2.2 La cohérence du système devra résister à certains vents contraires

Tout serait parfait dans le meilleur des mondes - et encore... - si la politique de gestion des déchets TFA devait se limiter aux relations entre la DSIN, la DPPR et la DGS d'un côté, les producteurs de déchets de l'autre. Ce serait oublier d'une part que l'industrie nucléaire n'est pas le seul producteur de déchets TFA, d'autre part que les frontières de notre pays ne sont pas étanches, même pour les déchets.

2.2.1 Les déchets TFA diffus devraient croître en importance dans les années qui viennent

J.Y. LE DEAUT s'était penché sur cette délicate question dans son rapport en 1992. Il relevait ainsi les problèmes posés par la gestion des substances radioactives manipulées dans les établissements de santé (radioéléments utilisés à des fins diagnostiques, tritium...) ou la dissémination d'éléments radioactifs dans une multitude d'appareils ou objets largement utilisés dans la vie courante (cadrans lumineux, détecteurs d'incendie, anciens modèles de paratonnerres, simulateurs cardiaques utilisant du plutonium...), Étaient également décrites les difficultés causées par la gestion et surtout la bonne récupération des sources radioactives diverses qui sont normalement placées sous le contrôle (autorisation préalable) de la CIREA, Commission interministérielle des Radioéléments artificiels.

Il ne semble pas que l'état des lieux ait beaucoup évolué depuis cette date. Je ne m'en réjouis pas et j'en veux pour preuve quelques interventions de certains participants à l'audition du 16 novembre dernier. R. MASSE, président de l'OPRI, évoquait ainsi le cas des ces 20 000 patients qui reçoivent à domicile 15 TBq d'iode 131 chaque année, lequel iode 131 se retrouve tout naturellement dans les déchets divers que ces personnes innocentes envoient dans les ordures ménagères. Faut-il se préoccuper de contrôler à la source cet iode 131 ? il serait alors nécessaire que la société consente à financer 150 000 journées d'hospitalisation supplémentaires... le jeu en vaut-il la chandelle ?

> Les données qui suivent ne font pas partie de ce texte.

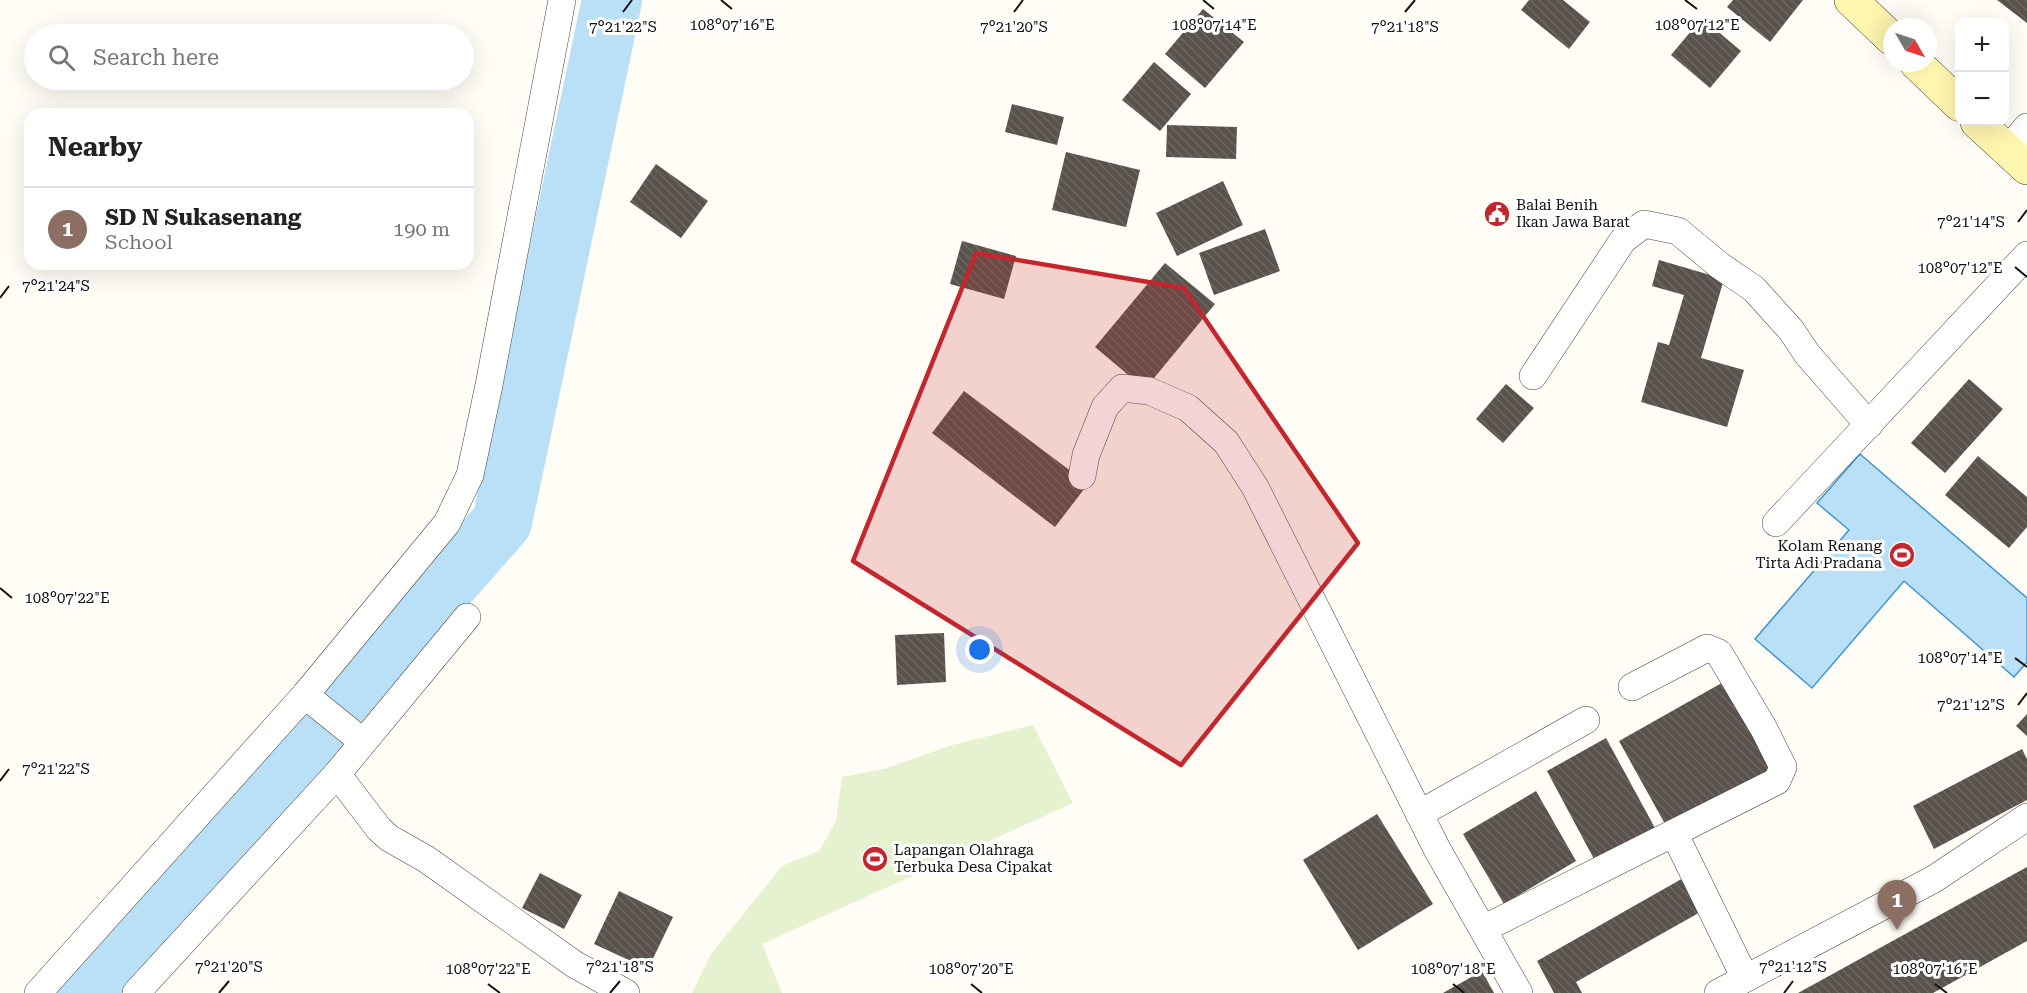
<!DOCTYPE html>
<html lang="en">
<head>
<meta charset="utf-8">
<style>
  :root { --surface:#fff; --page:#f2f2f2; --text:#222; --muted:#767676; --line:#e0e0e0; --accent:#2563eb }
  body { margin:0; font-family:"Roboto Serif",serif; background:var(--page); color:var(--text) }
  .controls { position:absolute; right:18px; top:18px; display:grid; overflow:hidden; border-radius:12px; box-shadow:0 6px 24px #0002 }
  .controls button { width:54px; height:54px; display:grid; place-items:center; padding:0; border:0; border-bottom:2px solid var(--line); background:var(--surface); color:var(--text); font:30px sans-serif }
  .compass { position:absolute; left:1883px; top:18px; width:54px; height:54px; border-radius:50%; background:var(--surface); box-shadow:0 6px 24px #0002; rotate:129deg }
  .you { position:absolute; left:980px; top:650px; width:21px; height:21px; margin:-15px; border:4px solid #fff; border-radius:50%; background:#1a73e8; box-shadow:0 0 0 9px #1a73e833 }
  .badge { display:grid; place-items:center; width:39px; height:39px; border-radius:50%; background:var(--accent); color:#fff; font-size:20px; font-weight:700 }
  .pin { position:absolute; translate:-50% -50px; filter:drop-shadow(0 2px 3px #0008) }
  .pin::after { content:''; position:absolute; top:32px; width:21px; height:18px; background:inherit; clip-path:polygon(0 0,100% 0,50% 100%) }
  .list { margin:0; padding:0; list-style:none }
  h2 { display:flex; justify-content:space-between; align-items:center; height:78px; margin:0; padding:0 24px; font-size:26px }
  h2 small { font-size:20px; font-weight:400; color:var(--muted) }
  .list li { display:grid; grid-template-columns:39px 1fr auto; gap:18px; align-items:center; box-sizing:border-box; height:84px; padding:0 24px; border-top:2px solid var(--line) }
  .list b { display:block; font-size:22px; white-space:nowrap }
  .list p { margin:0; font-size:20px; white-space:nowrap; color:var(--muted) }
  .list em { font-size:20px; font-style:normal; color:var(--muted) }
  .icon { flex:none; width:33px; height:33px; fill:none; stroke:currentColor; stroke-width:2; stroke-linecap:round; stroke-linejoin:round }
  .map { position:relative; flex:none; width:2027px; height:993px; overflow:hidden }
  .search { position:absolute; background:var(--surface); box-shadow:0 6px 24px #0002; left:24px; top:24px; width:450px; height:66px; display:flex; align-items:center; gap:15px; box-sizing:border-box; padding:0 21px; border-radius:33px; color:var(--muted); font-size:22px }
  .panel { position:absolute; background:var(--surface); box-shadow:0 6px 24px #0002; left:24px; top:108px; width:450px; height:162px; border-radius:18px }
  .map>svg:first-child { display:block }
  .pitch { fill:#e6f2cf }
  .water { fill:#b9e0f7; stroke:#3f96cf; stroke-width:1.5 }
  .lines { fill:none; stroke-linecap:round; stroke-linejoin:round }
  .river { stroke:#b9e0f7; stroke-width:60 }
  .building { fill:url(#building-back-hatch) }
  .street-casing { stroke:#444; stroke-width:28 }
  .secondary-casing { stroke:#333; stroke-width:34 }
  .street { stroke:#fff; stroke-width:27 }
  .secondary { stroke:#fff6b0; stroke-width:33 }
  .marked { fill:#c4262e; fill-opacity:0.2; stroke:#c4262e; stroke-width:4.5; stroke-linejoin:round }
  .ticks { fill:none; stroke:#111; stroke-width:2 }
  .labels { text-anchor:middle; stroke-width:6; stroke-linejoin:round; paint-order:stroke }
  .poi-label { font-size:15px; fill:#111; stroke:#fff; text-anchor:start }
  .ticks-label { font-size:15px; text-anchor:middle; fill:#111; stroke:#fff; stroke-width:6; stroke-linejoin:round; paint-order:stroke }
</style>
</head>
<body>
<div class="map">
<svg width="2027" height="993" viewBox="0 0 2027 993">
  <defs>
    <pattern id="building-back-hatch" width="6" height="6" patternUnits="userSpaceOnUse" patternTransform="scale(1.5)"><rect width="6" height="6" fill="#5a524d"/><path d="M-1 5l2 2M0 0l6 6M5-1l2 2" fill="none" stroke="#6d6662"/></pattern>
  </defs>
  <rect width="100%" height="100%" fill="#fffdf5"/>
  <path class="pitch" d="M1033,725L1073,803L762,944L782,993H692L711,954L782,866L819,851L836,821L842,777L887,768L949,746Z"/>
  <path class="water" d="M1860,454L2027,598V662L2014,677L1904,581L1812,688L1755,639L1849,530L1817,503Z"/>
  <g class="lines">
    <path class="river" d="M86,993L502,522L612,0"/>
  </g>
  <g class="building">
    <path d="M1529,0H1563L1590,22L1569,49L1521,10Z"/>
    <path d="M1733,0H1803L1770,42L1727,7Z"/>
    <path d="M1997,0H2027V23Z"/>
    <path d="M1203,9L1244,42L1205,88L1165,54Z"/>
    <path d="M1702,18L1741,51L1710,88L1671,55Z"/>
    <path d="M1154,62L1191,94L1160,131L1122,100Z"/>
    <path d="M1012,104L1064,117L1057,145L1005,132Z"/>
    <path d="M1167,125L1237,127L1236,159L1166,157Z"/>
    <path d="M1066,152L1140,170L1126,227L1052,210Z"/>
    <path d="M656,164L708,201L681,238L630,202Z"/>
    <path d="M1223,181L1243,225L1177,256L1156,213Z"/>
    <path d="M1265,229L1280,271L1214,295L1199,253Z"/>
    <path d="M962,241L1016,256L1004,299L950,284Z"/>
    <path d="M1659,260L1724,279L1701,358L1744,370L1727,427L1641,402L1658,342L1669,345L1684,295L1652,286Z"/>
    <path d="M1165,263L1215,304L1145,389L1095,347Z"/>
    <path d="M1969,379L2003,409L1945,473L1911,443Z"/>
    <path d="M1506,384L1534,408L1503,443L1476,419Z"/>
    <path d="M964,391L1088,484L1055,527L932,433Z"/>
    <path d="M1978,456L2027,497V527L2009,548L1945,495Z"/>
    <path d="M944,633L946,682L897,685L895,635Z"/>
    <path d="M1727,680L1778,772L1670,833L1619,741Z"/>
    <path d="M2027,714V736L2016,726Z"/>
    <path d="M1606,738L1655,828L1595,861L1547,771Z"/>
    <path d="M2022,749L2027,759V800L1934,849L1913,806Z"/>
    <path d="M1536,791L1576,861L1504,904L1463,834Z"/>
    <path d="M1377,814L1433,904L1358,950L1303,860Z"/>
    <path d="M2027,867V941L1933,993H1798Z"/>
    <path d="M540,873L582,895L564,929L522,908Z"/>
    <path d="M1685,877L1704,910L1576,982L1582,993H1554L1537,961Z"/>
    <path d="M619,891L673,917L648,969L594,944Z"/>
    <path d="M1482,971L1494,993H1443Z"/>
  </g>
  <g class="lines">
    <g class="street-casing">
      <g id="street">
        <path d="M2007,151L2027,127"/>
        <path d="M1533,376L1623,240L1644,224L1678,231L1719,265L1754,289L1791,330L1807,354L1869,425"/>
        <path d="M1082,476L1086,455L1105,407L1122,388L1149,391L1188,408L1226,442L1255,487L1437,849L1519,993"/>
        <path d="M1776,523L2027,255"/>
        <path d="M305,695L363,742"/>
        <path d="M337,774L379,829L389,838L426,859L574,964L626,993"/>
        <path d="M1419,814L1586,720"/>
        <path d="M1674,833L1745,978"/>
        <path d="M1483,929L1777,781L1783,767L1764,729L1719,653L1707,648L1632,687"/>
        <path d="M38,993L305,695L447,523L470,475L489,385L562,0"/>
        <path d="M136,993L337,774L467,617"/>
        <path d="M1718,993L1934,879L2027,817"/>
      </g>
    </g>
    <g class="secondary-casing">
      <g id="secondary">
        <path d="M1851,0L1892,39"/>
        <path d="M1916,63L1960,105"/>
        <path d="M1977,122L2027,168"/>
      </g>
    </g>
    <use href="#street" class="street"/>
    <use href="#secondary" class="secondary"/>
  </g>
  <path class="marked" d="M976,253L1184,288L1358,543L1181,765L853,561Z"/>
  <path class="ticks" d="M721,0L732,9M1203,0L1214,9M1685,0L1697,9M623,12L632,0M1014,12L1023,0M1405,12L1415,0M2018,222L2027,210M2015,267L2027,277M0,298L9,286M0,588L12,598M2015,658L2027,667M2018,705L2027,693M0,781L9,769M488,984L500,993M971,984L982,993M1453,984L1464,993M1935,984L1947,993M219,993L229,981M610,993L620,981M1784,993L1793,981"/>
  <defs>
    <g id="civic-disc" transform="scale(1.35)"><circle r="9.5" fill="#c4262e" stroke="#fff"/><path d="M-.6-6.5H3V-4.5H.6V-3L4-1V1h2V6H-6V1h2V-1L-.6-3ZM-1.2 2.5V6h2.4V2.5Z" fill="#fff"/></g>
    <g id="stadium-disc" transform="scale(1.35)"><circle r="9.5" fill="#c4262e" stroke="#fff"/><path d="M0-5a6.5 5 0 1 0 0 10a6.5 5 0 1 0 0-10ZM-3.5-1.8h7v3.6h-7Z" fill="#fff"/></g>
  </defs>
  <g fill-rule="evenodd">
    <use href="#civic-disc" x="1497" y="214"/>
    <use href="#stadium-disc" x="1902" y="555"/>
    <use href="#stadium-disc" x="875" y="859"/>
  </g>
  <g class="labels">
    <g class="poi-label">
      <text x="1516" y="210">Balai Benih<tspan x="1516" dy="17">Ikan Jawa Barat</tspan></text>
      <text x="1882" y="551" text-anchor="end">Kolam Renang<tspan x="1882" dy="17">Tirta Adi Pradana</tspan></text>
      <text x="894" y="855">Lapangan Olahraga<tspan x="894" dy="17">Terbuka Desa Cipakat</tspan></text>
    </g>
  </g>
  <g class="ticks-label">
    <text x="1697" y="30">108°07'12"E</text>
    <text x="732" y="30">108°07'16"E</text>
    <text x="1214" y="30">108°07'14"E</text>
    <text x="623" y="32">7°21'22"S</text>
    <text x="1014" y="32">7°21'20"S</text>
    <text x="1405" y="32">7°21'18"S</text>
    <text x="1971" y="227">7°21'14"S</text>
    <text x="1960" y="273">108°07'12"E</text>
    <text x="56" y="291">7°21'24"S</text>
    <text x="67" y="603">108°07'22"E</text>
    <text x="1960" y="663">108°07'14"E</text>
    <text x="1971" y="710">7°21'12"S</text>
    <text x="56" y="774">7°21'22"S</text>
    <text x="229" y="972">7°21'20"S</text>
    <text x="620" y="972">7°21'18"S</text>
    <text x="1793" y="972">7°21'12"S</text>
    <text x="488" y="974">108°07'22"E</text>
    <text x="971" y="974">108°07'20"E</text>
    <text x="1453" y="974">108°07'18"E</text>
    <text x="1935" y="974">108°07'16"E</text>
  </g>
</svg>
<div class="controls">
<button>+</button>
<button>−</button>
</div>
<svg class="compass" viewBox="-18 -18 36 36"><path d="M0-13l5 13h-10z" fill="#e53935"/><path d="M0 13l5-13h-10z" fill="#767676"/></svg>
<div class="you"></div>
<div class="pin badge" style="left:1897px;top:930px;background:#8d6e63">1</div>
<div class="search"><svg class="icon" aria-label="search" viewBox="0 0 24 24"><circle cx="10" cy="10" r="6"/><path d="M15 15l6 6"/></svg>Search here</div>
<section class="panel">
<h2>Nearby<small></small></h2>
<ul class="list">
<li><span class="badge" style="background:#8d6e63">1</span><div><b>SD N Sukasenang</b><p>School</p></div><em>190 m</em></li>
</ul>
</section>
</div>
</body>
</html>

En fait de nouveaux problèmes apparaissent peu à peu. On s'aperçoit par exemple que le démantèlement d'installations chimiques « classiques », déconnectées de tout lien avec l'industrie nucléaire, produit lui aussi des déchets TFA. Par exemple les usines de fabrication d'acide phosphorique, qui manipulent du phosphogypse contenant des traces d'éléments radioactifs (uranium, radium...) se trouvent en fin de carrière avec des tuyauteries couvertes (à l'intérieur) de concrétions diverses contenant des impuretés et une bonne partie des substances radioactives ! J. BONNEMAINS, président de l'association Robin des Bois, a déclaré à l'audition qu'il y a désormais des zones contrôlées au sens de la radioprotection dans certaines de ces installations. Une trentaine d'usines d'engrais phosphatés sont en cours de démantèlement en Europe, selon J. BONNEMAINS, qui voit là une source majeure d'inquiétude en matière de déchets TFA. Des pièces contaminées auraient été expédiées jusqu'en Ukraine, mettant ainsi à mal le principe de traçabilité cher à la DSIN...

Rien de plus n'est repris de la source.